The North Korean government has ordered security forces to keep a close watch on monuments and paintings of the Kim dynasty, as they fear “hostile elements” within the country may vandalize them, according to South Korea’s Daily NK.
Daily NK, a Seoul-based news website that purports to have a large network of informants within North Korea, reports that US-led sanctions have affected the economy in the country and now citizens may turn on the Kim government.
The Kim dynasty, currently led by Kim Jong Un, has presided over North Korea for more than 70 years.
During this time, the country has seen famine and hardship unimaginable in the developed world. Lately, under Kim Jong Un, the country’s economy has shifted from strict socialism to a slightly more open market, but a drought earlier this year hurt harvests.
“Orders have been handed down to increase attention towards ‘eternal life’ towers, oil paintings, and wall murals located all over the country. Public security officers (police) have been mobilized for night patrols,” a Pyongyang source told Daily NK.
In North Korea, all men older than 16 are expected to wear a pin honoring the Kim dynasty, and nearly every home in the country bears the portraits of the three Kim leaders. Citizens can be killed or sentenced to work in labor camps if they’re caught with outside media, and even folding a picture of one of the Kims so that it puts a crease on the leaders face is a punishable offense.
Toshimitsu Shigemura, a professor at Tokyo’s Waseda University and an expert on North Korea, told the Telegraph that he’s seen reports of North Koreans targeting monuments that honor Kim, “particularly in the more remote areas of the country.”
“Younger generations of North Koreans have little respect for Kim Jong-un and we are beginning to see that come to the surface,” he said.
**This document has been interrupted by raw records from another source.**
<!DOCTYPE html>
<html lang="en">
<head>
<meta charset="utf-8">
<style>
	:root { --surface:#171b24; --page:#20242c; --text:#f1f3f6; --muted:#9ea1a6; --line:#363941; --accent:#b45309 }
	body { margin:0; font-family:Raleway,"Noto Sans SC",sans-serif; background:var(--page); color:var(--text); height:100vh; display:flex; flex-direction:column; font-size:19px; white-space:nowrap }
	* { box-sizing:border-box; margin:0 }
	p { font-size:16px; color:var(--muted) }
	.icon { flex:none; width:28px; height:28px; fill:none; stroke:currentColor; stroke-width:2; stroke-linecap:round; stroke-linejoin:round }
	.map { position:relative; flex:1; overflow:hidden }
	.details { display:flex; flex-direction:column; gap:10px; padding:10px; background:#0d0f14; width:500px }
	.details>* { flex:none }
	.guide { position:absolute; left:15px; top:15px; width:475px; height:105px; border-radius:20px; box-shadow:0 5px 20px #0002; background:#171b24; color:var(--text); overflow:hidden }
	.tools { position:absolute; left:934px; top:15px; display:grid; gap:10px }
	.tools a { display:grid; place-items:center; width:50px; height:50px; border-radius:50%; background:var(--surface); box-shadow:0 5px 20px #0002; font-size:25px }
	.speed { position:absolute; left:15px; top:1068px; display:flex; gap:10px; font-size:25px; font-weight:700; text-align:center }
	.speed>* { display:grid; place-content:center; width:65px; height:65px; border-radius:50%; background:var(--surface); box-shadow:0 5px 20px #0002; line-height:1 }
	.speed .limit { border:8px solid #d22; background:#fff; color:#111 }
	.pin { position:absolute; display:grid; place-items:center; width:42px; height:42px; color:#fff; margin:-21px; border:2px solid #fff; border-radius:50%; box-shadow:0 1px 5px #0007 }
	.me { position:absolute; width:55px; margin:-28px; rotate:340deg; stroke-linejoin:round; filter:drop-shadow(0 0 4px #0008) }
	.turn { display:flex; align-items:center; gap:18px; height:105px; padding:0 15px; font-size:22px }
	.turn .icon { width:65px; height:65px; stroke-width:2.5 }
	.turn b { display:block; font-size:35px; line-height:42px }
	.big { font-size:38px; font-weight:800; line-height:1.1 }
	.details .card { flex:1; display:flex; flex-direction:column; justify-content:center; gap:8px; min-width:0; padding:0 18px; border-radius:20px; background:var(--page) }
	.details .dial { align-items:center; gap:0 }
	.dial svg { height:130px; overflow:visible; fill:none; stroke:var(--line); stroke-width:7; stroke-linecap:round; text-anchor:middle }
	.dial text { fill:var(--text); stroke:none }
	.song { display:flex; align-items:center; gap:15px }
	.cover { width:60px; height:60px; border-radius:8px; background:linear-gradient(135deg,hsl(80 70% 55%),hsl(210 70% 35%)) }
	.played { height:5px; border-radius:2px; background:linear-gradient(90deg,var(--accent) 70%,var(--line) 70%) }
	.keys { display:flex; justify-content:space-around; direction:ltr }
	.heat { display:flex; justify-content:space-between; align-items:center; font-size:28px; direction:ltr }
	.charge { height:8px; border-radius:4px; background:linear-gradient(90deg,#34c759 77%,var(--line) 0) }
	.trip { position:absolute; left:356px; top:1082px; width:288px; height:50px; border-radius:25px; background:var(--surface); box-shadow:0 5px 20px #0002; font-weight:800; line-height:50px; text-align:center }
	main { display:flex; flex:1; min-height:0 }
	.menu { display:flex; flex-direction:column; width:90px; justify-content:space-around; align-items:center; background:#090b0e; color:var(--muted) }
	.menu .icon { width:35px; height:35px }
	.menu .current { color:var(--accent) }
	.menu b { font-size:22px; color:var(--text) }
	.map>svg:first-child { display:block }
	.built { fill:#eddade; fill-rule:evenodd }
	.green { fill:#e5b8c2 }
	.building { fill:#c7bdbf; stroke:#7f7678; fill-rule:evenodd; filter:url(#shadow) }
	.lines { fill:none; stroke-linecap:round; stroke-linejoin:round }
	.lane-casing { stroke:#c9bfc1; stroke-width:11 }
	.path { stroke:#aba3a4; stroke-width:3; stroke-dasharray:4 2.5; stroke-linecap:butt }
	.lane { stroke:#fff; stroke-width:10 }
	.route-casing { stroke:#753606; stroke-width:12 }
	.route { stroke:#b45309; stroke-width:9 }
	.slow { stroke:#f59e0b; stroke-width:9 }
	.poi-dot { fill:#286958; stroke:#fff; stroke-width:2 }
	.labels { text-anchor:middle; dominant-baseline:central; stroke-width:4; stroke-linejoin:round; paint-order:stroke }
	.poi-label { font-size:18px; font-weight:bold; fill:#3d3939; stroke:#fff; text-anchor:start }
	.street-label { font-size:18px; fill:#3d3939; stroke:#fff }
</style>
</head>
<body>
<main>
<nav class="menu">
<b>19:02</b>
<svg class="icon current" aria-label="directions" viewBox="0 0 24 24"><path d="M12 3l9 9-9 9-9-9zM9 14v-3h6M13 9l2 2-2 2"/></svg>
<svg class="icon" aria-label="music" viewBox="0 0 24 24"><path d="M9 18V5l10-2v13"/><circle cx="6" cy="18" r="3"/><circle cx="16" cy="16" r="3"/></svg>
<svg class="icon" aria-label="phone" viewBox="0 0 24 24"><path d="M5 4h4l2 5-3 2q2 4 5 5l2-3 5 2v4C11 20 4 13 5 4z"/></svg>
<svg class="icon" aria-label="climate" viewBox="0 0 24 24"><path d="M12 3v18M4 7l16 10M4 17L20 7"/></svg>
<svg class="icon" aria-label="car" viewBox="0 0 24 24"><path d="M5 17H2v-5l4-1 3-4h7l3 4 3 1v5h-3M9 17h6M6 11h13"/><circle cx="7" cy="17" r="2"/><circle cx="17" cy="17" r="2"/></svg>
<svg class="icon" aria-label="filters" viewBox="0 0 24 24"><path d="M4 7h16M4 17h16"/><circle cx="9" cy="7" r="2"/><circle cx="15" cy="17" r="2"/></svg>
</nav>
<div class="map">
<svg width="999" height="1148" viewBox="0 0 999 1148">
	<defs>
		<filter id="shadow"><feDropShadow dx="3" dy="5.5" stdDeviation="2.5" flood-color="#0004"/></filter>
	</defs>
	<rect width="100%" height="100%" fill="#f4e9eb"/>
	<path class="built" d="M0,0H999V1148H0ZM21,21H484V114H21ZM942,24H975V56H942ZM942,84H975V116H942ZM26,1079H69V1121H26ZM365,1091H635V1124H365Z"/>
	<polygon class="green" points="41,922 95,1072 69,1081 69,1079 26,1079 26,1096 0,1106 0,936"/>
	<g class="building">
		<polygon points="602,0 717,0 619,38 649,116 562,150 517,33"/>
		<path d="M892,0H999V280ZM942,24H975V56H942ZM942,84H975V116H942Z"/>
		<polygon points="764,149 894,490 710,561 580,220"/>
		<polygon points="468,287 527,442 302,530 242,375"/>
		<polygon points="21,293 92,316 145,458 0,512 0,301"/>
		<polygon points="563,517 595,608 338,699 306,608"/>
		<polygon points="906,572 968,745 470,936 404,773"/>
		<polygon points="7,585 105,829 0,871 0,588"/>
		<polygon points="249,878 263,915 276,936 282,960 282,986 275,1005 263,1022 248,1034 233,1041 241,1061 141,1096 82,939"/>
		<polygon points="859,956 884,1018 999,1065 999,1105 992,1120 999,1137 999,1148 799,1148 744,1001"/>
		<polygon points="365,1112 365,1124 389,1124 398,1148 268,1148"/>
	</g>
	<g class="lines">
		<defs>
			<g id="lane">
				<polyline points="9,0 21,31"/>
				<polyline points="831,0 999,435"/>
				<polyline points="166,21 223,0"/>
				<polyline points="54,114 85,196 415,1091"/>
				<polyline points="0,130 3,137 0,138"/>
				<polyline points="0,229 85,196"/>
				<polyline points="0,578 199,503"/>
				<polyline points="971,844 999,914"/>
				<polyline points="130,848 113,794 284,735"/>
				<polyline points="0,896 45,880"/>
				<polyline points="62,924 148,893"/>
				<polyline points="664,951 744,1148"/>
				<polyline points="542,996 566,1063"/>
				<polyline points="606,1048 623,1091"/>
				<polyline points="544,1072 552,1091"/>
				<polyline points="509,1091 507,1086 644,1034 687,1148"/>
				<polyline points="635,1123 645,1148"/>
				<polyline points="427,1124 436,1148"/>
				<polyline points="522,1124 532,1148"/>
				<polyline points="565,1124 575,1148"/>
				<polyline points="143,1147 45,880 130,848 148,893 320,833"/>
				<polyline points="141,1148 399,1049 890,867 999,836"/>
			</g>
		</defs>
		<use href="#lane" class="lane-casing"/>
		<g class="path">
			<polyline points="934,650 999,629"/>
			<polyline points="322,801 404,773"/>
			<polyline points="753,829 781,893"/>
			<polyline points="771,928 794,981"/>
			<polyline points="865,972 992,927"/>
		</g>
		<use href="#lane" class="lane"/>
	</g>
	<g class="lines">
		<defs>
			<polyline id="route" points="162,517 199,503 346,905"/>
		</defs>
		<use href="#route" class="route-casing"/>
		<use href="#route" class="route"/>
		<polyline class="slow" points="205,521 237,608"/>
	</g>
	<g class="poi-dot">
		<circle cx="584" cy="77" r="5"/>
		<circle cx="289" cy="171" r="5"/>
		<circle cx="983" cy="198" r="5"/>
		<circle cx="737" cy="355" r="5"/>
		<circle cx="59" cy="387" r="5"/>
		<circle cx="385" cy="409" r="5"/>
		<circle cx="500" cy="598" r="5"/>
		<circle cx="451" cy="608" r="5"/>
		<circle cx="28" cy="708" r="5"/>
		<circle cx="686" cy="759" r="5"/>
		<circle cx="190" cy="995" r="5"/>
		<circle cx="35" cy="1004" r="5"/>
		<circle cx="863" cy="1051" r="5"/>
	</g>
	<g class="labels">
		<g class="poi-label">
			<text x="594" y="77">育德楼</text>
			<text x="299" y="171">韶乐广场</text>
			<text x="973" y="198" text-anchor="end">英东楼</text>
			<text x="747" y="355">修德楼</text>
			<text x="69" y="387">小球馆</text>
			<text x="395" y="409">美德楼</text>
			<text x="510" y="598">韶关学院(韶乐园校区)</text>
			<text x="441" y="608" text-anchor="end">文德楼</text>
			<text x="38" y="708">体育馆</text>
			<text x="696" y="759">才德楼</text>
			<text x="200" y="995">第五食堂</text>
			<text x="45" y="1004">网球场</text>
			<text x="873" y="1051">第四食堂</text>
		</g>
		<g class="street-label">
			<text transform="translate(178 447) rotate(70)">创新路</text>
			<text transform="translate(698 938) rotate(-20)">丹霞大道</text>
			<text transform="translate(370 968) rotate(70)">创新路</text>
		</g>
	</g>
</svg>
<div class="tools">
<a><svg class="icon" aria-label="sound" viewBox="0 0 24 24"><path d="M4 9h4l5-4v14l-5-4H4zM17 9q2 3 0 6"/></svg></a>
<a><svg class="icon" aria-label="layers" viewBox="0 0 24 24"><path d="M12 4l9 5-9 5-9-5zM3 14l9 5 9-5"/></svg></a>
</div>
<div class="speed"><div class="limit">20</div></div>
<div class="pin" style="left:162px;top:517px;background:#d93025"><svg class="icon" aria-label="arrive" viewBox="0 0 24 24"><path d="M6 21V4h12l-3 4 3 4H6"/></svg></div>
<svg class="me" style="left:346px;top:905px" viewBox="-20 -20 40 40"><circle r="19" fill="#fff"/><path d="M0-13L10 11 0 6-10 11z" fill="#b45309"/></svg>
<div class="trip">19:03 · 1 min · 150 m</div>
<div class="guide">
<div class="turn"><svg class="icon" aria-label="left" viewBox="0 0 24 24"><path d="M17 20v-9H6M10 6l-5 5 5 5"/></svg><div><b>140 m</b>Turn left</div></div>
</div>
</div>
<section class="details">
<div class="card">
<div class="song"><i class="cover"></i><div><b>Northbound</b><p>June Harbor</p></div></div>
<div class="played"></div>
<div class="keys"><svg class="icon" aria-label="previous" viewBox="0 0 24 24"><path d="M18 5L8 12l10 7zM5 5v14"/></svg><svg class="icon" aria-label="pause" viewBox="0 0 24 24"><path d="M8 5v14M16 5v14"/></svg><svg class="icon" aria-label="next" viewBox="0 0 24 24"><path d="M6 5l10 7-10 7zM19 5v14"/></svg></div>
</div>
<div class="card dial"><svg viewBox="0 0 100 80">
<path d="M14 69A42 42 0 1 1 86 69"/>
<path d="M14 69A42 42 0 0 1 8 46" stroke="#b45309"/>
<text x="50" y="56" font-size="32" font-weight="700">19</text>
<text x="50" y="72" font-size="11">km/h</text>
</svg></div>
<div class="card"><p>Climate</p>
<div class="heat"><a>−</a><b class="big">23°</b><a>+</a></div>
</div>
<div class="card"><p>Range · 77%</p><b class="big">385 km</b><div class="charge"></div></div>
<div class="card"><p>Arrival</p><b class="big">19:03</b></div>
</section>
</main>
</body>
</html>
Though North Korea tightly controls its messaging and pushes propaganda to the outside world, citizens of the country often defect and tell different tales.
- REUTERS/Damir Sagolj
Only the most fit and patriotic citizens can live in Pyongyang, the country’s capital, but outside the city in less productive areas, experts say dissent has remained persistent but in check.
Thae Yong Ho, the highest-level diplomatic official to defect from North Korea, told South Korea’s JoongAng Daily in August that “over the past decades, there were a myriad of anti-Workers’ Party, anti-revolutionary events in North Korea.”
Thae said “ordinary citizens” were “very much against” the leadership.
“The chasm between the Kim Jong Un regime and the general public is widening every year, and some day, the two sides will ultimately break like a rubber band,” Thae added. “I think that day will come within the next 10 years.”